Last Easter Greeks exhibited patience with public health travel restrictions that banned movement to the provinces due to the COVID-19 pandemic.

They promised themselves that the following Easter they would freely gather in their ancestral provinces and villages for a really big celebration.

The months passed and Greek Easter is around the corner but the epidemic this year is again clearly in full swing.

This year we know much more about the virus and how to protect ourselves. We also know that hopes for a regular Easter will be dashed once again.
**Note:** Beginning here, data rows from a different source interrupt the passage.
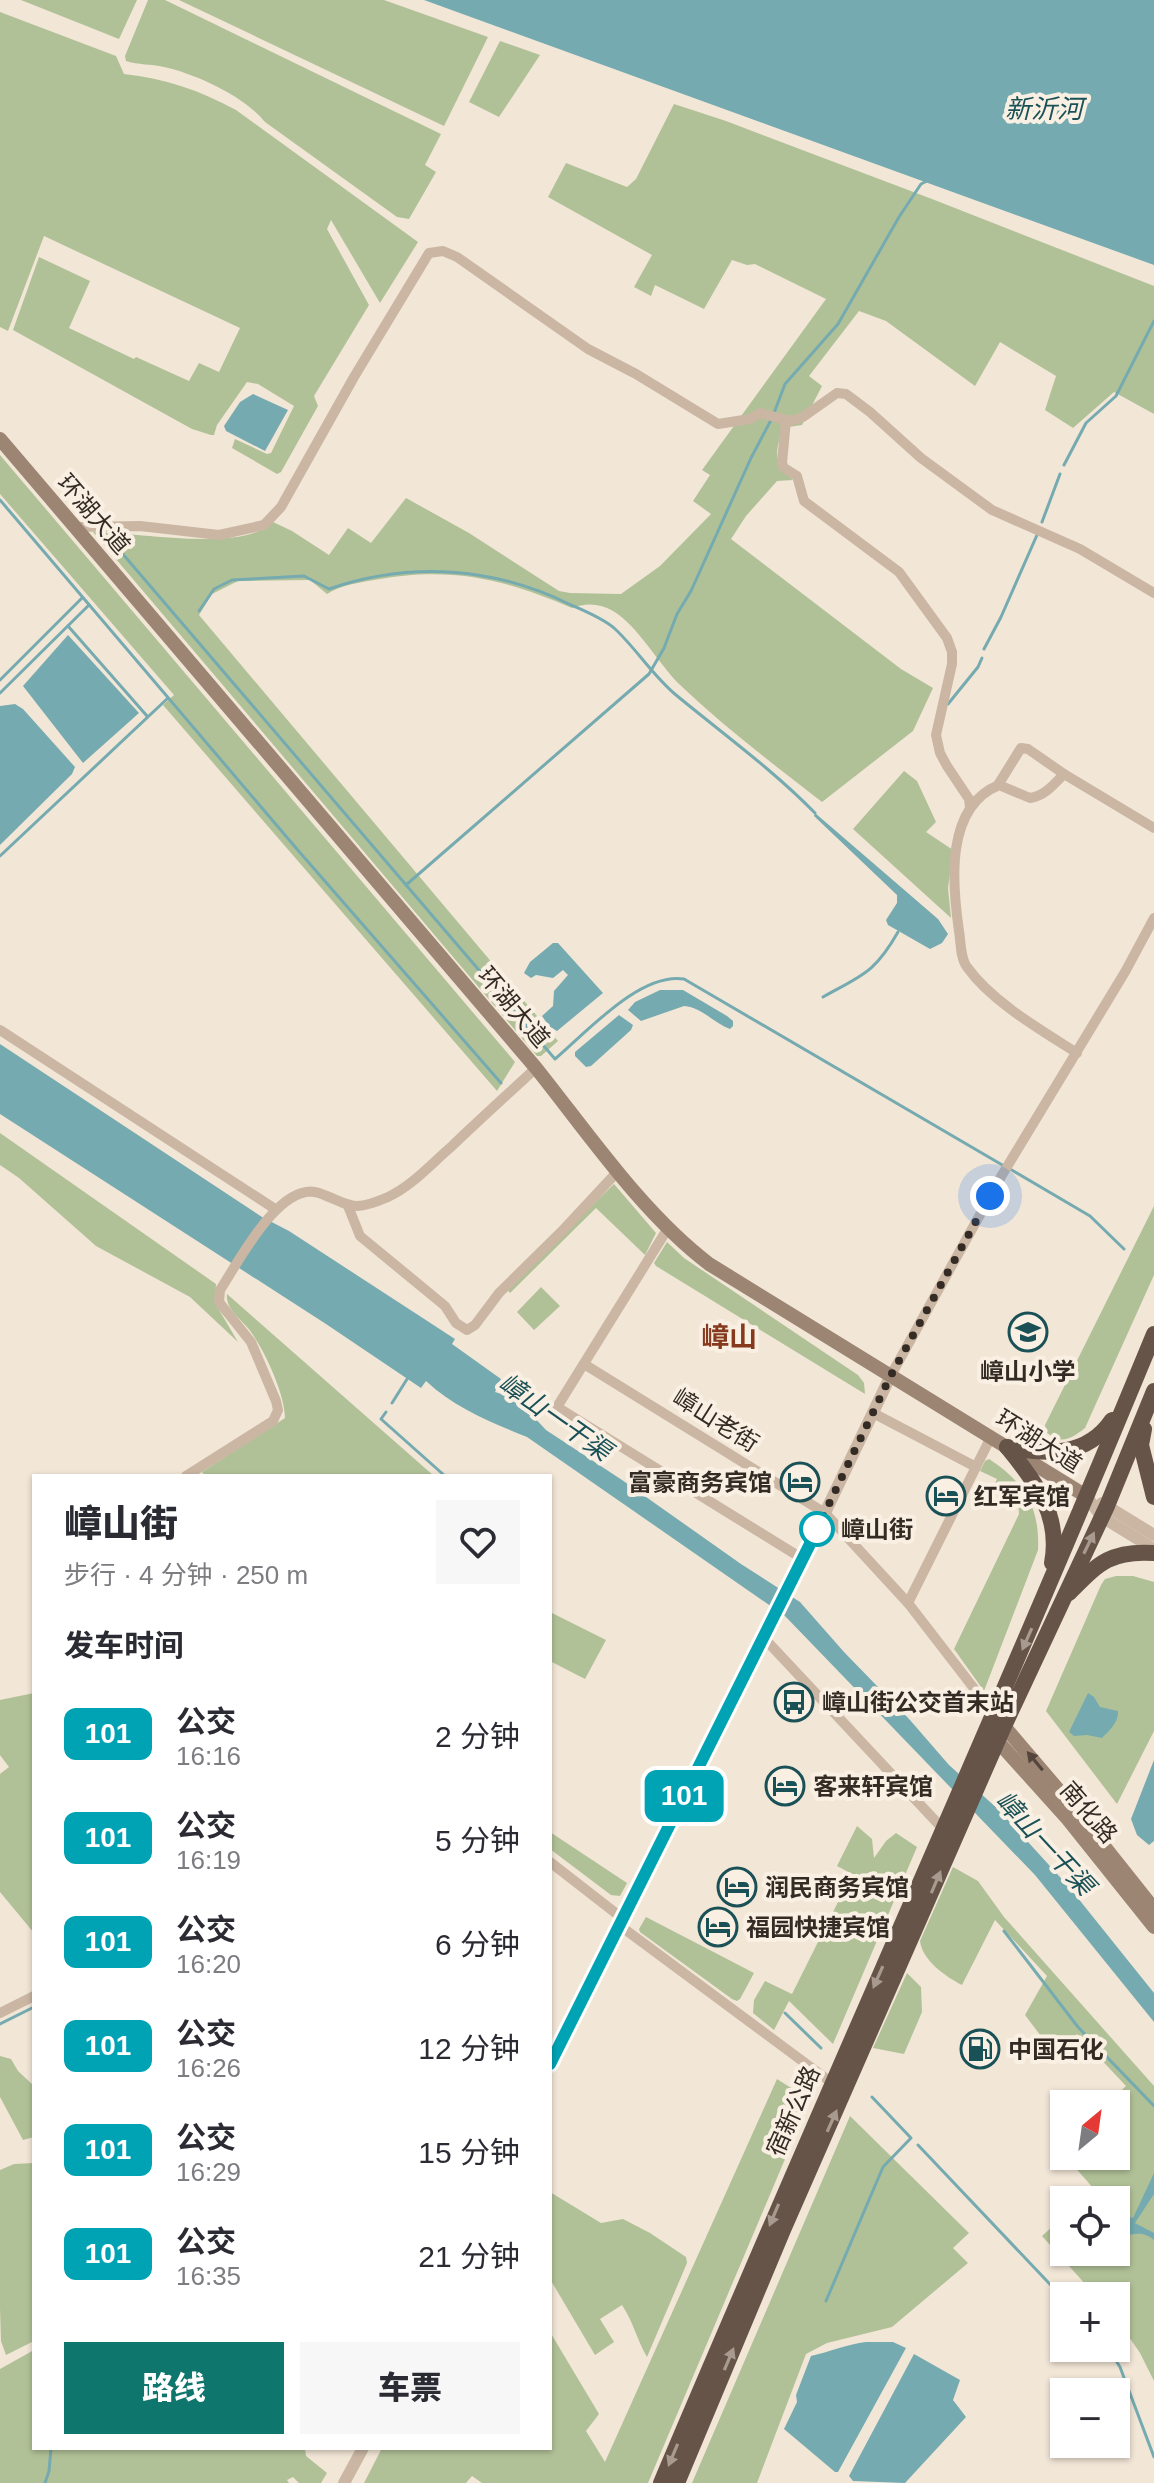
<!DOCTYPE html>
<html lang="zh">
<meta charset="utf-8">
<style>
body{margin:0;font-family:Helvetica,"Noto Sans SC",sans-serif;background:#f7f7f7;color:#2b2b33;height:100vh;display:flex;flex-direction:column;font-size:30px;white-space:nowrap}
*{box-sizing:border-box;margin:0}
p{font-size:26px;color:#7c7c81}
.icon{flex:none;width:44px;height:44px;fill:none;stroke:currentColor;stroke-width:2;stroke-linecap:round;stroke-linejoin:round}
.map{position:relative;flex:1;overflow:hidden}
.side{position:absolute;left:32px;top:1474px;width:520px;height:976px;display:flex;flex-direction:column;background:#fff;border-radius:0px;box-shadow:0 2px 6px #0004}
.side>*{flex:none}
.badge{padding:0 16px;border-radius:12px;font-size:28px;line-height:52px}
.needle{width:52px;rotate:29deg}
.buttons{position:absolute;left:1050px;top:2090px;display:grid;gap:16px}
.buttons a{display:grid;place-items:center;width:80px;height:80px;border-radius:0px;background:#fff;box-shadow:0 2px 6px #0004;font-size:40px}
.you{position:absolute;width:40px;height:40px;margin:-20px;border:6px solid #fff;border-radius:50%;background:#1a73e8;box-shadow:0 0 0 12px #1a73e833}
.map>.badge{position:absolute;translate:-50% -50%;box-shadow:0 0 0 4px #fff}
h2{padding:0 32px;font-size:30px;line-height:72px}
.round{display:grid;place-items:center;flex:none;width:84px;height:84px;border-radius:0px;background:#f7f7f7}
.summary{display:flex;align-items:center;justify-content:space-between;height:136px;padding:0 32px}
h1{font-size:38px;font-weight:800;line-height:60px}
.cta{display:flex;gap:16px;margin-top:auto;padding:16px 32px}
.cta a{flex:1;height:92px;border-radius:0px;background:#0f766e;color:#fff;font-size:32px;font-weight:800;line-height:92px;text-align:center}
.cta a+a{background:#f7f7f7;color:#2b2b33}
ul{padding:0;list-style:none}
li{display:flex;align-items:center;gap:24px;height:104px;padding:0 32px}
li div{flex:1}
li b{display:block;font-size:30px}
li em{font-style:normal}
li .badge{min-width:88px;font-weight:700;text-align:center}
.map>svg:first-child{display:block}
</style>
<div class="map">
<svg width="1154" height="2483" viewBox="0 0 1154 2483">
<rect width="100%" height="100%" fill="#f2e6d7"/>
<!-- green -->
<g fill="#b1c197">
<path d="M21 0H137L119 39Z"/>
<path d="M148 0H165L441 134 425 165 436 172 409 219 397 217 265 122C244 96 196 74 164 67 151 64 138 65 126 61L125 56Z"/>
<path d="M179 0H384L488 37 444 126Z"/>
<path d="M0 12 116 56 124 74C165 78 201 91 236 110L418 242 380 303 331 220 327 229 369 305 314 396 318 406 281 472 277 474 232 448 235 439 267 454 271 453 294 406 258 384 247 382 217 425 214 435H211L192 429 13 330 39 257 90 281 69 328 134 359 136 357 189 381 199 363 219 372 240 328 44 236 8 331 0 327Z"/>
<path d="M500 41 540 55 499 117 469 102Z"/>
<path d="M674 104 726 121 932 199 1154 286V414L1114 392 1073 428 1045 410 1056 376 1000 342 975 386 886 321 859 311 809 376 822 386 802 425 782 428C776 455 772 460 793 480L777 481 746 516 731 539 901 669 933 688 913 731 822 802C773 764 724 727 679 684 658 663 638 626 613 611 599 603 585 603 572 608 503 578 449 566 374 580 357 583 341 585 327 594L310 580 238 581 212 594 199 615 558 1041 541 1056H537L93 532C136 532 242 553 273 522L292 531 329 555 348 528 371 543 406 498 469 533 559 591 570 593 621 594 660 566 711 514 693 501 710 475 702 470 826 299 755 264 747 265 732 260 704 309 655 285 651 296 634 287 652 255 548 197 566 163 627 187 636 179Z"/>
<path d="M0 455 515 1062 497 1091 163 705 174 695 0 494Z"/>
<path d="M904 771 917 781 936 822 926 832 953 850 948 888 951 918 853 829Z"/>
<path d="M0 1133 216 1284 215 1303 238 1342 190 1297 96 1246 19 1178 0 1165Z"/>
<path d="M614 1184 656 1233 645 1255 596 1208 510 1293 507 1289Z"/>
<path d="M1154 1206V1275L1085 1428C1071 1439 1061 1445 1046 1432L1045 1425Z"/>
<path d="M667 1242 684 1258 858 1375 864 1383 865 1394 656 1266 654 1263Z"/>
<path d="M541 1287 560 1306 534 1330 517 1312Z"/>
<path d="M227 1294 434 1476H205L202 1472 285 1418C285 1395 266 1354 253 1335 245 1321 225 1311 227 1294Z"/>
<path d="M989 1459C1024 1482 1040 1506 1038 1550L984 1691 954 1649 1019 1514 1018 1501 993 1488 997 1479 980 1471 985 1461Z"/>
<path d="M1116 1576H1133L1154 1582V1731L1117 1804 1046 1711 1101 1585 1105 1579Z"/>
<path d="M550 1612 606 1640 585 1679 550 1661Z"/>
<path d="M34 1693V1933L0 1892V1774L9 1767 0 1755V1700Z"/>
<path d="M857 1826 872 1839 874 1858 886 1841 896 1833 917 1847 833 2044 789 2001 774 2030 753 2013 754 2000 765 1981 792 1994 852 1874 837 1866Z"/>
<path d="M550 1832 627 1883 620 1896 611 1895 550 1849Z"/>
<path d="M953 1867 978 1881 1004 1917 1154 2086V2381L1140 2353 1116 2318V2296H1096L1042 2236 1064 2216V2252H1116V2200H1082L1094 2189 1065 2156H1116V2104H1107L1126 2086 1077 2034 1056 2056 1025 2015 1047 1976 995 1920 962 1985C946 1977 922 1960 920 1941Z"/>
<path d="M646 1917 754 1973 740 1999 737 2001 732 1999 640 1932 639 1929Z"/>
<path d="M907 1973 921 1987 922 2012 904 2054 873 2048Z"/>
<path d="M0 2056 11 2059 18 2071 34 2086V2137L23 2140 0 2097Z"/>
<path d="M777 2079 810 2100 648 2483H482L472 2476 466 2483H364L382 2448H550V2332L599 2414 586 2431 605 2462Z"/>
<path d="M850 2116 969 2233 953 2248 968 2263 892 2327 827 2343 806 2354 757 2483H692Z"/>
<path d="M34 2163V2341L6 2355 1 2341 0 2308V2170L14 2164Z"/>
<path d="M550 2192 601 2223 623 2219 650 2233 686 2257 687 2263 647 2357C637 2340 633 2321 622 2305L600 2319 614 2342 595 2355 550 2279Z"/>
<path d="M34 2350V2448H305L306 2456 327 2473 321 2483H299L293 2477 287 2480 289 2483H0V2369Z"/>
</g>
<!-- water -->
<g fill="#75abb0">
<path d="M424 0H1154V265Z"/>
<path d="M253 394 288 410 265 451 226 431 224 426 240 402Z"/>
<path d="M68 635 139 713 83 763 23 686Z"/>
<path d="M15 704 23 709 75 767 72 774 0 845V706Z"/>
<path d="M815 813 938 919 948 934 942 943 930 949 888 925 886 920 897 903V895L814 816Z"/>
<path d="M553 943H558L603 993 557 1031 549 1026 542 1016 553 1006 554 991 568 975 563 970 553 978 536 975 531 978 524 973 530 962Z"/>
<path d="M660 990H683L727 1016 733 1021V1026L730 1029C714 1023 701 1007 684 1006L641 1021 628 1010 635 1002Z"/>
<path d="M619 1015 633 1025 631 1030 591 1066 586 1067 575 1056V1052Z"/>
<path d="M0 1044 262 1217 289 1231 455 1339 452 1344 501 1379 495 1392 517 1399 546 1430 622 1480 741 1564 800 1602 844 1652 910 1720 949 1765 999 1810 1069 1887 1154 1993V2022L1035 1875 785 1616 527 1437C490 1422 455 1408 426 1381L421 1388 326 1324 0 1114Z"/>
<path d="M1088 1693 1094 1697 1100 1707 1118 1711C1119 1722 1109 1731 1102 1738L1087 1735 1074 1736 1069 1732Z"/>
<path d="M1154 1760V1841L1149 1845 1137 1835 1131 1819Z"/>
<path d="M1154 2173V2194L1135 2223 1154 2233V2240C1141 2229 1131 2235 1116 2239V2214L1133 2218Z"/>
<path d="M866 2342H893L906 2348 838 2472H835L784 2429 797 2402 796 2395 811 2356C829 2352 848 2344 866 2342Z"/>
<path d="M914 2354 960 2380 953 2400 966 2417 905 2483 853 2481 849 2476Z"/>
</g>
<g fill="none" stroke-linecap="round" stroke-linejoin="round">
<!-- stream -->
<g stroke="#75abb0" stroke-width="3">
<path d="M774 413 785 384 838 324 899 217 921 184 927 181"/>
<path d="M1064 465 1086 423 1116 396 1154 321"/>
<path d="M0 500 296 848 501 1083"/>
<path d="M1042 522 1060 474"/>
<path d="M110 539 555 1059C587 1032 640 972 684 979L1004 1166"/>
<path d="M199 611 214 589 232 580 304 576 329 589C410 561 495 567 571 605 585 611 602 618 614 628 636 648 652 675 676 695 722 733 773 770 815 813"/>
<path d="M68 626 147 716"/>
<path d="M984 649 1001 617 1037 535"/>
<path d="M0 680 82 598"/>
<path d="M0 693 89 605"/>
<path d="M948 704 978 667 982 658"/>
<path d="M0 856 168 698"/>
<path d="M406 885 649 674 664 648 677 614 691 591 751 458 771 420"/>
<path d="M823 997C862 975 874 974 898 932"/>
<path d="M1010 1169 1090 1216 1124 1249"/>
<path d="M392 1403 409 1376"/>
<path d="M386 1412 381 1419 445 1476"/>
<path d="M1004 1931 1078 2027 1154 2106"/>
<path d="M785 2013 821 2048"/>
<path d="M0 2024 34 2007"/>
<path d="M918 2145 1064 2299"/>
<path d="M826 2301 883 2167 911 2138 872 2097"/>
<path d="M1108 2348 1120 2367 1154 2457"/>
<path d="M45 2483 49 2471 51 2448"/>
</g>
<!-- minor -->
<g stroke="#cab6a3" stroke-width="10">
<path d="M786 420 782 463 784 468 797 476 804 501 899 572 947 638 952 652V664L936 735 940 753 947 766 969 799 970 807"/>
<path d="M76 527 140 526 219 535 264 525 281 507 354 377 429 253 443 251 457 257 588 349 636 374 718 424 750 419 760 413 790 421 803 417 837 393 846 394 870 412 921 458 992 510 1080 549 1154 593"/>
<path d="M998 785 1021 748 1028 749 1064 774"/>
<path d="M0 1030 275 1209"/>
<path d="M1077 1053C1041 1030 992 1002 967 967 960 958 961 942 959 931 952 883 945 807 999 785L1030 798C1045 796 1054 784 1064 774L1154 828"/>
<path d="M348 1206 360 1236 445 1306 456 1323 467 1330 475 1325 499 1293 564 1229 618 1171"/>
<path d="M668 1228 557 1407 803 1559"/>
<path d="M584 1364 825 1513 908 1603 993 1713"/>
<path d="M890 1377 1002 1175 1125 972 1154 918"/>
<path d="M873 1413 976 1467"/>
<path d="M186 1476 273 1421 278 1410 276 1401 251 1342 219 1302 220 1290C238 1263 280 1180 319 1193 352 1205 351 1213 388 1197 412 1186 431 1164 451 1147 479 1120 508 1094 536 1068"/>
<path d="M908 1603 991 1437"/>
<path d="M763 1637 943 1829"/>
<path d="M550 1862 622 1918"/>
<path d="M619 1925 832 2083"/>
<path d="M0 2013 34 1996"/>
</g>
<!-- tertiary -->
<g stroke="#cab6a3" stroke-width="12">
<path d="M1086 1496 1102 1517 1154 1549"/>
<path d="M1102 1503 1154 1535"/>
<path d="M550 2064 800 1565 890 1377"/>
<path d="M344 2483 363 2448"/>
</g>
<!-- secondary -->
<g stroke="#9d8574" stroke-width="14">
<path d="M0 439 536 1068C588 1133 642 1213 709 1264L1086 1496"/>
<path d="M997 1718 1073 1807 1154 1909"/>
<path d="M993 1736 1066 1817 1154 1927"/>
</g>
<!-- trunk -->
<g stroke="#665449" stroke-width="16">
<path d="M1144 1429 1141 1445 1154 1497"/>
<path d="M1007 1447C1036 1482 1061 1516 1052 1563"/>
<path d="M1007 1447C1047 1455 1087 1457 1112 1420"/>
<path d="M1069 1593C1098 1564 1110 1550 1154 1553"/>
<path d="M661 2483C823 2099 995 1720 1154 1334"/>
<path d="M677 2483 783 2230 1004 1726 1107 1506 1154 1391"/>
</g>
</g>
<!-- one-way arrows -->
<defs><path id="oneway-solid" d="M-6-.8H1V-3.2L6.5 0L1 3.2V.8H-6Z" transform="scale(2)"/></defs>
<g fill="#a89a8e">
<use href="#oneway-solid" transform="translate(1089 1543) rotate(-64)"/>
<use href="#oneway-solid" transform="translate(1027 1639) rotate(114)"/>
<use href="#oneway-solid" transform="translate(936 1882) rotate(-67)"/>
<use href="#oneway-solid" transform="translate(878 1977) rotate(114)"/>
<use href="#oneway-solid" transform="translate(832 2121) rotate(-66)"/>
<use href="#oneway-solid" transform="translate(774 2215) rotate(113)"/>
<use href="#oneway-solid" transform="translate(729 2359) rotate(-67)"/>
<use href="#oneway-solid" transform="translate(673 2455) rotate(113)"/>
</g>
<use fill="#54463d" href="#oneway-solid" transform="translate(1035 1761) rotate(-130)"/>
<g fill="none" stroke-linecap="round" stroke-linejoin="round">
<!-- line casing -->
<g stroke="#fff" stroke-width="18">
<path id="line" d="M550 2064 818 1528"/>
</g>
<!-- line -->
<use href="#line" stroke="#00a3b4" stroke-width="12"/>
<!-- walk -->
<path stroke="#352b25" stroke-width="8" stroke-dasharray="0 14.4" d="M817 1529 890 1377 990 1196"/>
</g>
<!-- icons -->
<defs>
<g id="school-ring" transform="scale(2)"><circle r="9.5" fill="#f9f0e3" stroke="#1a5157" stroke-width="1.5"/><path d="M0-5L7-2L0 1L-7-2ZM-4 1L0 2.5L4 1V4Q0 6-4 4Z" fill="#1a5157"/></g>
<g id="hotel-ring" transform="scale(2)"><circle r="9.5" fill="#f9f0e3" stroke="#1a5157" stroke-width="1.5"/><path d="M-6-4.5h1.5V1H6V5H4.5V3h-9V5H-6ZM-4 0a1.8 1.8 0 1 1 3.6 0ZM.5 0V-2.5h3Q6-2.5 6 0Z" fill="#1a5157"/></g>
<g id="bus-ring" transform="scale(2)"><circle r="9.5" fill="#f9f0e3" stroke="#1a5157" stroke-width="1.5"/><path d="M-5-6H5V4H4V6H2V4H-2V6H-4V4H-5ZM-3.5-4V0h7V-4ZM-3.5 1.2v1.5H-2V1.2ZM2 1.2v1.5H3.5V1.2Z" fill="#1a5157"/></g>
<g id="fuel-ring" transform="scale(2)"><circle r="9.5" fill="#f9f0e3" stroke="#1a5157" stroke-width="1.5"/><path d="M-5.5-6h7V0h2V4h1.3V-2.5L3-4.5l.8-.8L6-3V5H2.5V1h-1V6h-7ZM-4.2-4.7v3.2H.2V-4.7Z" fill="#1a5157"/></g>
</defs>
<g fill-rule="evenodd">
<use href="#school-ring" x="1028" y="1332"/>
<use href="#hotel-ring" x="800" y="1482"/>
<use href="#hotel-ring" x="946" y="1496"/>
<use href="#bus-ring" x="794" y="1702"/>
<use href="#hotel-ring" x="785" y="1786"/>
<use href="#hotel-ring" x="737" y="1887"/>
<use href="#hotel-ring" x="718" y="1927"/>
<use href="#fuel-ring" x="980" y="2049"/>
</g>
<!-- markers -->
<circle fill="#fff" stroke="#00a3b4" stroke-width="4" cx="817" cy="1529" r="16"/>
<g text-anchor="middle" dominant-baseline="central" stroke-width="8" stroke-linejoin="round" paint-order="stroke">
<!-- street labels -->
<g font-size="24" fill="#352b25" stroke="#f9f0e3">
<text transform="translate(94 514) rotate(49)">环湖大道</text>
<text transform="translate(514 1007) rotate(50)">环湖大道</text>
<text transform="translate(716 1420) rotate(32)">嶂山老街</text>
<text transform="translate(1039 1441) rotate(32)">环湖大道</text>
<text transform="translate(1089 1812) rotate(49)">南化路</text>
<text transform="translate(793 2111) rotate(-66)">宿新公路</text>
</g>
<!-- poi labels -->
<g font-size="24" font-weight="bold" fill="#352b25" stroke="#f9f0e3" text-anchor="start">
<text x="1028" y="1371" text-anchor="middle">嶂山小学</text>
<text x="772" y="1482" text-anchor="end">富豪商务宾馆</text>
<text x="974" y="1496">红军宾馆</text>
<text x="822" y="1702">嶂山街公交首末站</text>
<text x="813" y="1786">客来轩宾馆</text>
<text x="765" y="1887">润民商务宾馆</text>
<text x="746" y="1927">福园快捷宾馆</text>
<text x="1008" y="2049">中国石化</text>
</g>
<!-- stop labels -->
<g font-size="24" font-weight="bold" fill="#352b25" stroke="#f9f0e3" text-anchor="start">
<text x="841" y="1529">嶂山街</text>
</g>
<!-- water labels -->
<g font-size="26" font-style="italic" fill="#1a5157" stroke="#f9f0e3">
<text x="1044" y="109">新沂河</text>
<text transform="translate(555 1417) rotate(35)">嶂山一干渠</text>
<text transform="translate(1045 1843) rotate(47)">嶂山一干渠</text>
</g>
<!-- quarter labels -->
<g font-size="28" font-weight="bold" fill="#86391c" stroke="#f9f0e3">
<text x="729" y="1337">嶂山</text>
</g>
</g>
</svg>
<div class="buttons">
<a><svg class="needle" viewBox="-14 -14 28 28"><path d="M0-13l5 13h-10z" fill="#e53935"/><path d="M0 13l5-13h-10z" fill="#7c7c81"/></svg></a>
<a><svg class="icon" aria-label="locate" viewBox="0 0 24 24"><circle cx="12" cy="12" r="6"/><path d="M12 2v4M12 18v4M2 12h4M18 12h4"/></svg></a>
<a>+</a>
<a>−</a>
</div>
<div class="you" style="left:990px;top:1196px"></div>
<b class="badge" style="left:684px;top:1796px;background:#00a3b4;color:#fff">101</b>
<section class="side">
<div class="summary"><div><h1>嶂山街</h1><p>步行 · 4 分钟 · 250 m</p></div><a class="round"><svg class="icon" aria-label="heart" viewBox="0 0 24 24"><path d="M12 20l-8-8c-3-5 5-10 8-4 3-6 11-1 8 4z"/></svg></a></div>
<h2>发车时间</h2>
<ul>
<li><span class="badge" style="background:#00a3b4;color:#fff">101</span><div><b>公交</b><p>16:16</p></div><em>2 分钟</em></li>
<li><span class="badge" style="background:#00a3b4;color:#fff">101</span><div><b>公交</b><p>16:19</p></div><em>5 分钟</em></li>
<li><span class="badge" style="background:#00a3b4;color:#fff">101</span><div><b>公交</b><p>16:20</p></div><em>6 分钟</em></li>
<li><span class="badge" style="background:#00a3b4;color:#fff">101</span><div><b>公交</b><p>16:26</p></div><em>12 分钟</em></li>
<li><span class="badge" style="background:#00a3b4;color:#fff">101</span><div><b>公交</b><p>16:29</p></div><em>15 分钟</em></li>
<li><span class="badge" style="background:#00a3b4;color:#fff">101</span><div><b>公交</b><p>16:35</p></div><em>21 分钟</em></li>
</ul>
<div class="cta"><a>路线</a><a>车票</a></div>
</section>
</div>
The situation is disappointing but the measures are necessary in this most critical last stretch as the epidemic is now raging.

In a relatively short time – depending on the speed of the vaccination rollout and on the level of compliance with the remaining public health restrictions – we can reasonably expect to manage the situation on different terms.

Until the epidemiological situation improves, strict public health restrictions are necessary and we shall once again have to celebrate Easter on the balconies of our homes.

Having celebrated Christmas with similar restrictions, the faithful must religiously abide by public health measures this Easter.

To put it in the framework of Christian teachings, the faithful must demonstrate their faith in practice and sacrifice their personal needs for the sake of the common good.

In any case, both the faithful and those who deny the realities of the epidemic must once again consider their personal responsibility.

Their needs are not greater or more important than public health.

Their wrongly perceived freedom to send their children to school without having taken the legally mandated COVID-19 self-tests cannot infringe upon the rights and freedom of others.

Human beings are not gods.

Especially at Easter, which brings to the fore the fact that we are all mortals, they have no right to risk the lives of others.